Several studies report an inverted U-shape relationship between PE and oxidative stress, where both low and high levels of PE result in high levels of oxidative damage whereas a moderate amount of PE seems to be protective. Using a mouse model that mimics a key component (cerebral hypoperfusion) of VCID, elevated ROS levels were found in damaged WM following 1 month of bilateral common carotid artery stenosis, which was accompanied by working memory deficits on a spontaneous alternation Y-maze.⁸³ As shown in Tg2576 and J20 AD mouse models, the main source of ROS in cerebral vessels is NADPH oxidase, which is responsible for Aβ-induced cerebrovascular dysfunction as measured by neurovascular coupling and cerebrovascular reactivity experiments.^78,84 The antioxidant properties of PE consists of decreased activity of the ROS-generating enzyme NADPH oxidase and increased activity of antioxidant enzymes Cu-Zn superoxide dismutase (or SOD1), located in cell cytoplasm and SOD3 located extracellularly, both of which function to increase conversion of ROS into less toxic compounds (Figure 2).⁸⁵ It has been reported that long-term treadmill exercise (5 months) in APP/PS1 double transgenic mice improved mitochondrial respiration via increased activity of complexes 1, 4, and 5, as well as decreased ROS production and oxidation of mitochondrial DNA in the hippocampus (Figure 2).²⁰ Moreover, sirtuin 3 (SIRT3), a mitochondrial matrix protein that regulates acetylation of metabolic enzymes, was upregulated by PE. This increase in SIRT3 could decrease acetylation of mitochondrial 8-oxoguanine DNA glycosylase-1 and SOD2 (Figure 2), and thus PE can positively influence mitochondrial antioxidant enzyme activity. Oxidative stress may be an early phenomenon in AD pathology and is certainly present throughout the disease progression, as well as in VCID. The above findings point to PE improving mitochondrial function and decreasing ROS production as a viable neuroprotective mechanism, indicating that PE can act as a form of antioxidant therapy on the brain’s vasculature.
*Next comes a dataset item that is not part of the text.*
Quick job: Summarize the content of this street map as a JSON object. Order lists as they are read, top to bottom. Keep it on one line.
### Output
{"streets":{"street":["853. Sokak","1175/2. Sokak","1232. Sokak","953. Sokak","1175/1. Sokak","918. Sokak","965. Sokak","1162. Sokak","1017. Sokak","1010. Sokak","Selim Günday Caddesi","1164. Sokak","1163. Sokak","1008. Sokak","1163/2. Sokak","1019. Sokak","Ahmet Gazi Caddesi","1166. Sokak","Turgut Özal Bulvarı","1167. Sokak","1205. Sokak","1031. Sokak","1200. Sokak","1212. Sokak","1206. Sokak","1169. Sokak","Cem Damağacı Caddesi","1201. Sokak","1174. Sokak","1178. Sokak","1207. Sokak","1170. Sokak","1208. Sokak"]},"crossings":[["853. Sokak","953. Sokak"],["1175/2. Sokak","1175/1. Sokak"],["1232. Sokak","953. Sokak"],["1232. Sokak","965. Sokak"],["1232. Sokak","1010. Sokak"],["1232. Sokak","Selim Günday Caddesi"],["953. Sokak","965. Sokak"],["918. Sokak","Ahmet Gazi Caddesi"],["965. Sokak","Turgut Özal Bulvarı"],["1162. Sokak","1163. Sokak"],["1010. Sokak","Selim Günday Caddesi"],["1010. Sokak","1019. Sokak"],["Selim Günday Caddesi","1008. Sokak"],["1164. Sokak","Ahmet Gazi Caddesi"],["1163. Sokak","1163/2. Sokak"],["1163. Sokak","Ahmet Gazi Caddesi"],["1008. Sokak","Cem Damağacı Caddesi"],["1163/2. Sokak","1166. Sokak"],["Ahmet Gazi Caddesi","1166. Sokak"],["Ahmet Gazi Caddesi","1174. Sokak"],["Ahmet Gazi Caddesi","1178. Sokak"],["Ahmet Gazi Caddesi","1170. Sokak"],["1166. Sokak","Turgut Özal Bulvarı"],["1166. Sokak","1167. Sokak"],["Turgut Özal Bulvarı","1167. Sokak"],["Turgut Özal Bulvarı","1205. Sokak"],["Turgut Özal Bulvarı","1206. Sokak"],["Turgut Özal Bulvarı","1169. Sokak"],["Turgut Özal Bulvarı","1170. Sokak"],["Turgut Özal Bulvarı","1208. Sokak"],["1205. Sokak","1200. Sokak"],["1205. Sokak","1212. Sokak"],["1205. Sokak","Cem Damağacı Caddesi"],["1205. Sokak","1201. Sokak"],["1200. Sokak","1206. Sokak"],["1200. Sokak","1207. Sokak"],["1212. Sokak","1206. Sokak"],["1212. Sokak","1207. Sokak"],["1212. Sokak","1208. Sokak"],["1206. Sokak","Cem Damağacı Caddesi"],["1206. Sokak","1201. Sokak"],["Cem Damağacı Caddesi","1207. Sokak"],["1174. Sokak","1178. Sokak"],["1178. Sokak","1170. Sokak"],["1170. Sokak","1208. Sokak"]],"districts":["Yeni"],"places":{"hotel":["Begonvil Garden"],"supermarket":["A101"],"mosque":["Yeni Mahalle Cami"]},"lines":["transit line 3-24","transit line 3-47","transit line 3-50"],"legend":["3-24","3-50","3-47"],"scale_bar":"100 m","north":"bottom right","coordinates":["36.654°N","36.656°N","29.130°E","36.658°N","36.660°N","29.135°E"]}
Exercise and neuroinflammation

Although inflammation is fundamentally a protective response, when unmanaged it has the potential to exacerbate pathology.⁸⁶ The innate immune system naturally shifts toward a proinflammatory status with aging, making it most relevant for sporadic AD and VCID. In AD, Aβ deposits and soluble Aβ42 oligomers are able to activate astrocytes, which leads to the release of proinflammatory mediators including TNF-α, and interleukin IL-1β.^87,88 In early stages of AD, microglia are thought to slow disease progression due to their ability to phagocytose Aβ; however, constant microglial production of proinflammatory cytokines TNF-α, IL-1β, IL-6, and IL-8 in later stages is detrimental.⁸⁹ As part of a sustained inflammatory response, TNF-α and IL-1 bind on the extracellular surface of endothelial cells to their respective receptors, which results in the activation of nuclear transcription factors NF-κB and activator protein 1. These factors are then capable of initiating transcription of cyclooxygenase-2 (COX2) and proinflammatory adhesion proteins that can bind leukocytes. Transcription and subsequent activation of COX2 in endothelial cells increase the conversion of arachidonic acid into prostacyclin (PGI₂), which serves mainly to reduce inflammation.⁹⁰ Additionally, PGI₂ binds to its receptors in smooth muscle cells and circulating platelets, which results in the synthesis of cAMP that activates protein kinase A, which relaxes smooth muscle cells, causing the vessel to dilate.⁹¹ Therefore, any damage incurred upon endothelial cells will greatly influence inflammatory and vasomotor responses.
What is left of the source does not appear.